[Distutils] A possible refactor/streamlining of PEP 517

Nathaniel Smith njs at pobox.com
Sat Jul 15 11:07:52 EDT 2017


On Sat, Jul 15, 2017 at 3:54 AM, Paul Moore <p.f.moore at gmail.com> wrote:
> On 15 July 2017 at 10:42, Nathaniel Smith <njs at pobox.com> wrote:
>> Hi Paul,
>>
>> We seem to have some really fundamental miscommunication here;
>> probably we should figure out what that is instead of continuing to
>> talk past each other.
>
> Agreed. Thanks for summarising your understanding. Let's see if I can
> clarify what I'm saying.

Thanks for your patience!

>> As a wild guess... can you define what an "out-of-place build" means to you?
>
> I'm going to do this without reference to your explanation, as trying
> to put things in the context of what you say is where I'm getting
> messed up. I'll comment on your explanations below.
>
> Again, I'll start with some background. My concern is where we're
> trying to deal with a user doing "pip install ." on their development
> directory. This is not a core use case for pip, and honestly I don't
> feel it's the right workflow (people wanting to work on code and
> install it as they go along should be using editable installs, IMO),
> but it is something we see people doing, and I don't want to break
> that workflow arbitrarily. Given that this is the case we're talking
> about, my experience is that working directories contain all sorts of
> clutter - small test files I knocked up, experimental changes I
> discarded, etc. That may simply reflect the way I work, but comments
> I've seen indicate that I'm not *completely* alone. So for me, the
> point here is about making sure that "pip install ." in a cluttered
> working directory results in "what the developer wants".
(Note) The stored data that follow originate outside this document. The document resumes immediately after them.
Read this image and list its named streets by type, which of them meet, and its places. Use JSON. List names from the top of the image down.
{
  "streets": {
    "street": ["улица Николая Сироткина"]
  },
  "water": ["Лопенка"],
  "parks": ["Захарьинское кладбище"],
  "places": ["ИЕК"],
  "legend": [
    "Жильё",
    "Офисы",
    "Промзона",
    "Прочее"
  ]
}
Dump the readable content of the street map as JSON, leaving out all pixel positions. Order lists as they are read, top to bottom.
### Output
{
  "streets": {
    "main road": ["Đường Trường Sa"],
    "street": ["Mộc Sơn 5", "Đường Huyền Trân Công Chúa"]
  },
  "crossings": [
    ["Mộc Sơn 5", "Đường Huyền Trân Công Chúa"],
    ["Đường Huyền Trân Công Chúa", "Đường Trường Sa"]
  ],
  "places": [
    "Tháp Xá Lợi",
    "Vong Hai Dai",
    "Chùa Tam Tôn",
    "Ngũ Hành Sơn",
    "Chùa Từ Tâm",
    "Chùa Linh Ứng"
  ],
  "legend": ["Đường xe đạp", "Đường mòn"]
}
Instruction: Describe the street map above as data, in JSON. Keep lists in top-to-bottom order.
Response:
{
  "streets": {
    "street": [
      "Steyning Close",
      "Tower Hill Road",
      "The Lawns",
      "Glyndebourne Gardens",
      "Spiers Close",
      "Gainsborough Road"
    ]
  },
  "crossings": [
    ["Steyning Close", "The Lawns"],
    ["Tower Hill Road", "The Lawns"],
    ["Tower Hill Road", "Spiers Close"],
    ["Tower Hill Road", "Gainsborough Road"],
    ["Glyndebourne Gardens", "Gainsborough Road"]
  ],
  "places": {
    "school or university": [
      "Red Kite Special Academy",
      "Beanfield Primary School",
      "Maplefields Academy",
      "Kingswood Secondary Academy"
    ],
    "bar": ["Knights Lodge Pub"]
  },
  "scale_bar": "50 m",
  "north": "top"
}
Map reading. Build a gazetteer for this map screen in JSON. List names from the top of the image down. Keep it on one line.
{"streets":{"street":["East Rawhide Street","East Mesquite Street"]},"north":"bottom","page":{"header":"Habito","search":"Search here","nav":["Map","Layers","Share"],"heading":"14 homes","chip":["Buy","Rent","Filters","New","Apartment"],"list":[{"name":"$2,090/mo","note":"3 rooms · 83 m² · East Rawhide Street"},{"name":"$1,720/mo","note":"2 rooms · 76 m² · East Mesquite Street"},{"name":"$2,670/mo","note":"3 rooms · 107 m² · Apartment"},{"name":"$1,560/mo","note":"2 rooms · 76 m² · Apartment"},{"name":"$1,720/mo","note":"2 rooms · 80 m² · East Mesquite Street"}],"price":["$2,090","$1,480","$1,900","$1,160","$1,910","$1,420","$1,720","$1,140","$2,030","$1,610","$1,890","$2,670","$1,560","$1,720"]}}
Oh yeah, I end up with all kinds of junk in my working directories too.

> For me the key property I'm looking for is that the developer gets
> consistent results for the build commands (i.e., build_wheel and
> build_sdist->build a wheel give the same wheel). This is important for
> a number of reasons - to avoid publishing errors where the developer
> builds a wheel and a sdist and deploys them, to ensure that tox (which
> uses sdists) gives the same results as manually running the tests,
> etc. In one of your posts you characterised the sorts of discrepancies
> I'm trying to avoid as "weird errors" and that's precisely the point -
> we get confused users raising issues and I want to avoid that
> happening.

Right.

> So, with that in mind, the distinction between an "in place" and an
> "out of place" build is that an in-place build simply trusts that the
> developer's directory will deliver consistent results, whereas an
> out-of-place build does the build in a separate location that we've
> asked the backend to ensure doesn't contain unexpected files. It has
> nothing to do with repeated builds (but see below).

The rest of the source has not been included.